• _What you have to do_
Please show every line in the entries below that includes the word "canvas".

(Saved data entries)
○ ○ ○ ○ ○ ○ ○
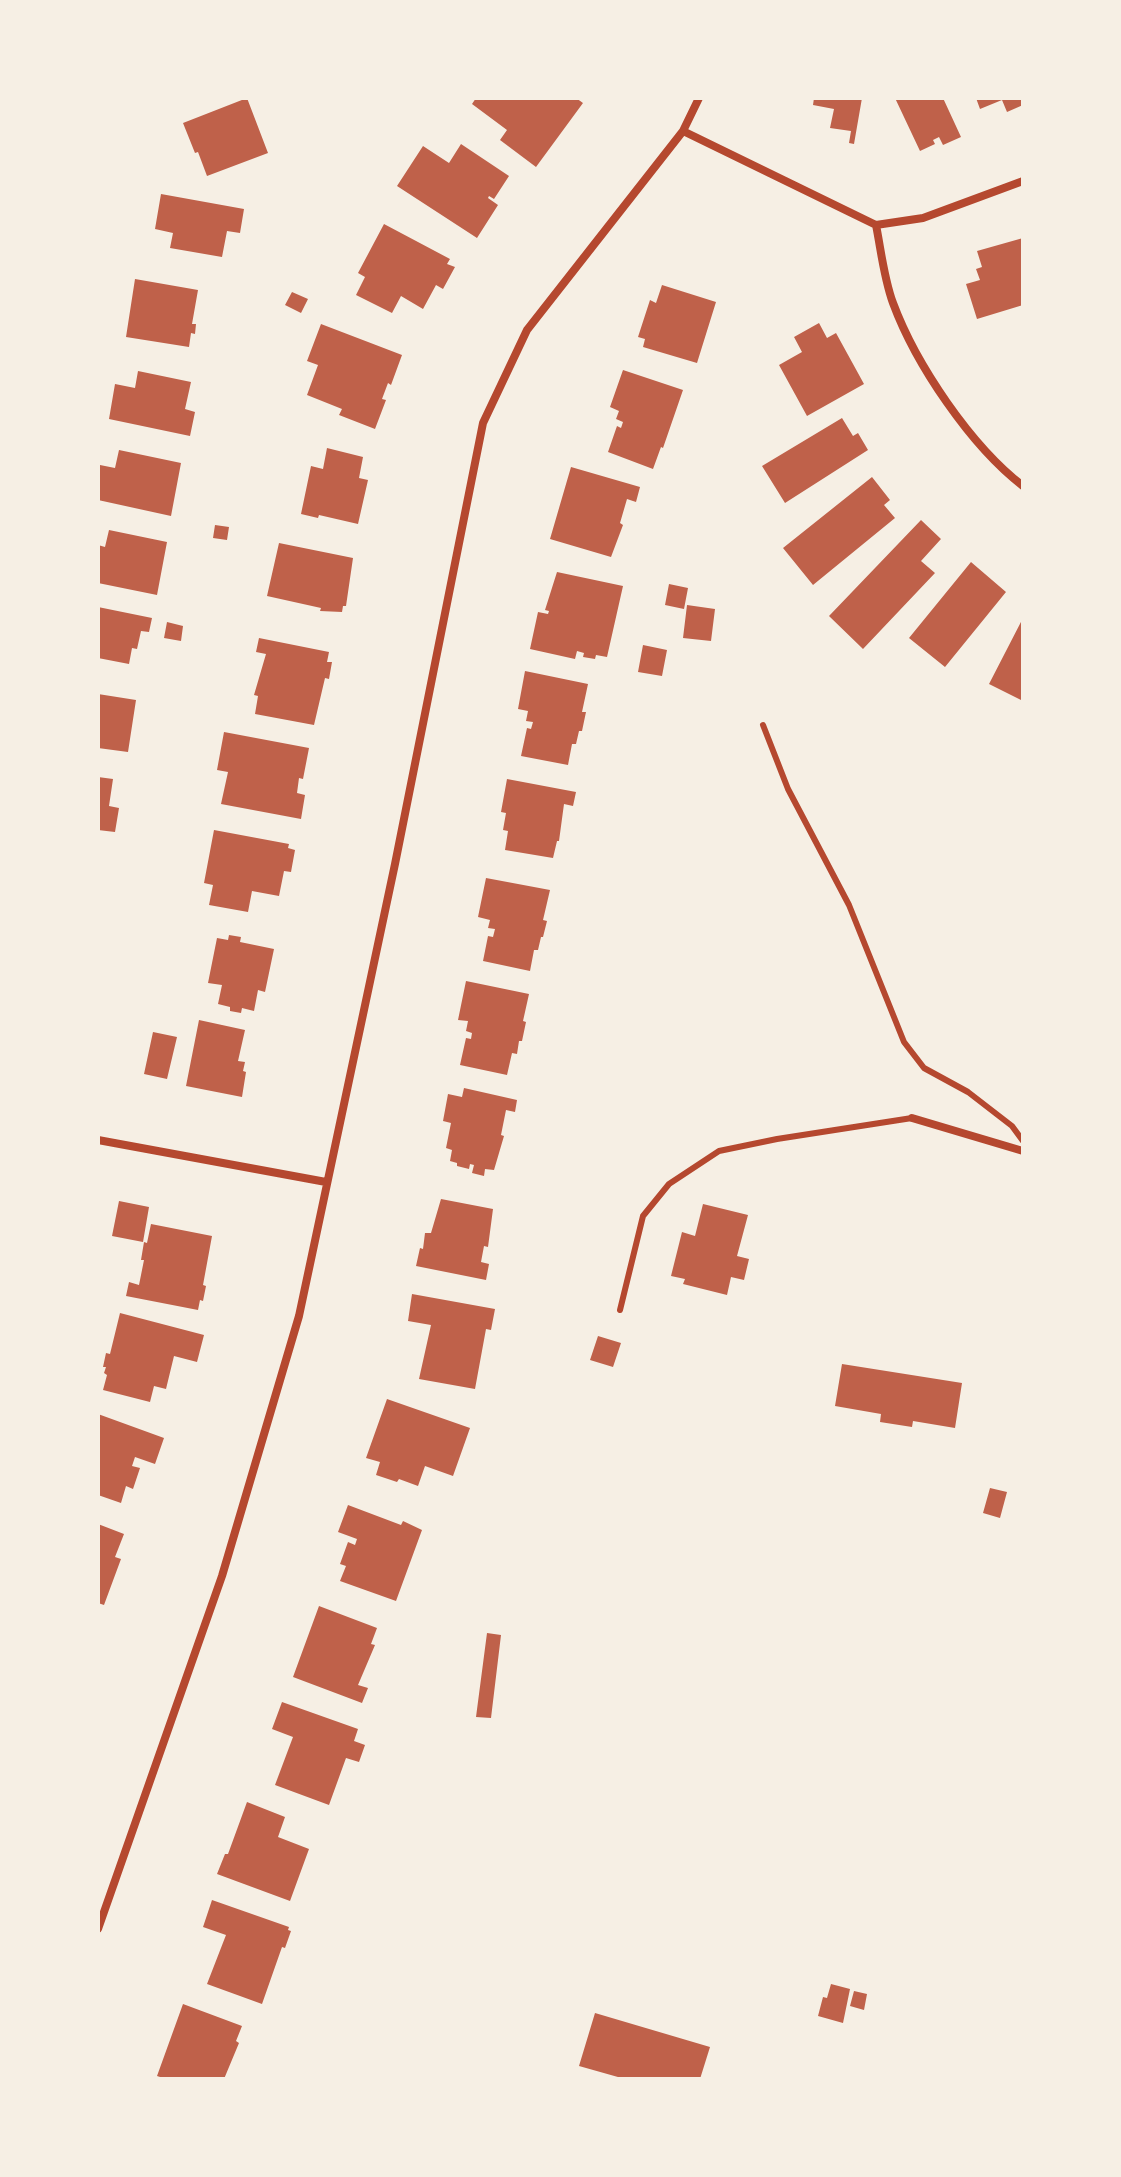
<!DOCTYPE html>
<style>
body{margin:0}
#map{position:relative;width:1121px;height:2177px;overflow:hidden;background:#f6efe4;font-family:"DM Sans",sans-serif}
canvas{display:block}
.frame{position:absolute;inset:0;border:100px solid #f6efe4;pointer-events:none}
</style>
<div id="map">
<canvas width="1121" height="2177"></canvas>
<div class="frame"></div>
</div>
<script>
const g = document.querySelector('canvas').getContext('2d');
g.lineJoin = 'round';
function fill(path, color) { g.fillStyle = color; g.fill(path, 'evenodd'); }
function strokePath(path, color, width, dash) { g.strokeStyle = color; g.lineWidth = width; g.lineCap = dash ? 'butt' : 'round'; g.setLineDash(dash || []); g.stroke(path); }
fill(new Path2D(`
 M247,98L268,153L207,176L198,152L195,153L183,123Z
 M476,98H576L583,103L536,167L500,140L507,130L472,104Z
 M814,98H862L854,144L849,143L851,131L830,128L834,109L813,105Z
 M895,98H943L961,137L943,145L939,137L933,140L935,144L920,151Z
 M976,98H1023V105L1007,112L1002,100L980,109Z
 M461,144L509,176L494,199L489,196L488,198L498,205L477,238L397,186L423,146L449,163Z
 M161,194L244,209L240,233L227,231L222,257L170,248L173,233L155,229Z
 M384,224L450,259L447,264L455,267L443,289L436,285L423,309L401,296L392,313L356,295L365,277L358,273Z
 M1023,238V305L977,319L966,284L980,280L976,269L982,267L977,251Z
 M135,279L198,290L192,324H196L195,334L191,333L189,347L126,337Z
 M662,285L716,302L697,363L643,347L645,339L638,337L650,300L656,303Z
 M292,292L308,299L301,313L285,305Z
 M819,323L827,338L836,333L864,384L807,416L779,365L802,352L794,337Z
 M321,324L402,355L391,385L388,383L382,399L386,400L375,429L339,415L342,409L307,395L318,365L307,361Z
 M623,370L683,390L663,448L661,447L653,469L608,452L617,426L621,428L623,422L616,419L619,411L610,407Z
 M138,371L191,382L185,409L195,412L190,436L109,419L115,384L135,388Z
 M842,418L853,436L858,433L868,450L785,503L762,466Z
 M327,448L363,457L359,478L368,480L358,524L319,515L318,518L301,514L311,466L323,469Z
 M119,450L181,463L171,516L98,500L100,465L115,468Z
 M571,467L640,487L636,502L627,499L620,523L623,525L611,557L550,539Z
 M872,477L890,500L884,505L895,518L813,585L783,548Z
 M921,520L941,539L921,561L935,573L863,649L829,616Z
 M215,525L229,527L227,540L213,538Z
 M109,530L167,542L157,595L98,583V545L105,547Z
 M279,543L353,558L346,606H343L342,612L320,611L321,608L267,596Z
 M971,562L1006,592L945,667L909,638Z
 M557,572L623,586L607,657L596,655L595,659L583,657L584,653L577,651L575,659L530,649L538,612L548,614L549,611L545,610Z
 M669,584L688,588L684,609L665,605Z
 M687,605L715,609L711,641L683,638Z
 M98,607L152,618L149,632L141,631L137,649L132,648L129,664L98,658Z
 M1023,618V701L989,684Z
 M167,622L183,626L181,641L164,638Z
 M259,638L329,652L327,662H332L329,679L325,678L314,725L255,714L258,696L254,695L266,654L256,652Z
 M643,645L667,650L662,676L638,672Z
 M525,671L588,684L582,712H586L582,731H579L576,744H572L568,765L521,756L527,728L531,729L533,722L526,721L528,711L518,709Z
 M98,694L136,700L128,752L98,748Z
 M224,732L309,748L303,779L299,778L297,793L305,795L301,819L221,804L228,772L217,770Z
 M98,777L113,779L109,806L119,808L115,832L98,830Z
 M507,779L576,792L573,806L564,804L559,841H557L553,858L505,850L508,831L503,830L506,813L501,812Z
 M214,830L289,844L288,848L295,850L291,872L284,871L279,896L252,891L248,912L209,905L213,885L204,883Z
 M486,878L550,890L543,920L547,921L543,937H541L538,950H534L530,971L483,961L488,936L493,937L495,929L488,928L490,920L478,917Z
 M229,935L241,937L240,942L274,949L265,992L258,990L254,1011L242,1008L241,1013L230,1011V1007L218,1004L222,985L208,983L217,938L228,940Z
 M466,981L529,994L523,1021L526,1022L522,1041H519L517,1054L512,1053L507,1075L460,1065L466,1038L471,1039L472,1033L466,1031L468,1021L458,1020Z
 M199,1020L245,1030L238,1061L245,1062L243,1071L246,1072L242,1097L186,1086Z
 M153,1032L177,1037L167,1079L144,1074Z
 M464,1088L517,1100L515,1112L506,1110L501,1135L504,1136L494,1170L485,1169L484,1176L472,1173L474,1165L470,1164L469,1169L457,1166V1163L450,1161L452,1150L446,1148L451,1123L443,1121L448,1094L462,1097Z
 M441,1199L493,1209L488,1247L484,1246L481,1262L489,1264L486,1280L416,1266L420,1248L423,1249L425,1233H431Z
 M119,1201L149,1207L143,1242L112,1236Z
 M703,1204L748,1215L737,1256L749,1259L744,1280L731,1277L727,1295L683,1284L685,1279L671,1276L682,1232L695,1236Z
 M151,1224L212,1236L203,1285L206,1286L203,1301L200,1300L198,1310L126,1296L129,1282L139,1285L144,1260H141L144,1242L147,1243Z
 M412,1294L495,1309L491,1330L486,1329L475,1389L419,1379L431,1325L408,1321Z
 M120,1313L204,1335L197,1362L174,1356L166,1389L154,1386L150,1402L103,1390L107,1375L104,1373L106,1367H103L106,1353L110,1354Z
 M598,1336L621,1343L613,1367L590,1360Z
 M842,1364L962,1383L955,1428L913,1421L912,1427L880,1422L881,1414L835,1406Z
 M387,1399L470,1428L453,1476L425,1466L418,1486L399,1479L397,1482L376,1475L380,1462L366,1458Z
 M98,1414L164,1438L155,1464L135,1457L132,1466L140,1468L133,1489L126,1486L121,1503L98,1495Z
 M990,1488L1007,1492L1000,1518L983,1513Z
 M348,1505L401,1525L403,1521L422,1530L396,1601L340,1581L346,1566L340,1564L348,1542L355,1545L357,1539L338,1532Z
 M98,1524L124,1534L115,1557L121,1559L104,1605L98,1603Z
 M319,1606L377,1628L371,1644L375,1645L358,1685L368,1688L362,1703L293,1677Z
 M487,1633L501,1635L491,1718L476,1717Z
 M282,1702L358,1729L354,1741L365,1745L359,1762L346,1758L329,1805L275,1785L293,1737L272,1729Z
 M247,1802L285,1817L278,1837L309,1849L290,1901L217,1874L225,1854H228Z
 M212,1900L289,1927L288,1930L291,1931L285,1948L282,1947L262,2004L207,1984L226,1935L203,1927Z
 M831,1984L850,1989L843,2023L818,2016L823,1997L827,1998Z
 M854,1991L867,1994L864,2010L850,2006Z
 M183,2004L242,2026L236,2041L239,2043L224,2079H166L157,2076Z
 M595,2013L710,2047L700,2079H625L579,2066Z`), '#bf614a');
strokePath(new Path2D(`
 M763,725L788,789L849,905L904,1042L924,1068L968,1092L1012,1126L1023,1141
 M620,1310L643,1216L669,1184L719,1151L777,1139L912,1118`), '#b5482f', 6);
strokePath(new Path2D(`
 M683,131L876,225L923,218L1023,181
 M876,225C881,250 884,279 893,303C916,365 971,446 1023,486
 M912,1118L1023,1151
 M98,1140L326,1182
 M98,1929L222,1576L299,1316L395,864L483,423L527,330L683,131L699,98`), '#b5482f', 8);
</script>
○ ○ ○ ○ ○ ○ ○
• _Reply to the task_
canvas{display:block}
<canvas width="1121" height="2177"></canvas>
const g = document.querySelector('canvas').getContext('2d');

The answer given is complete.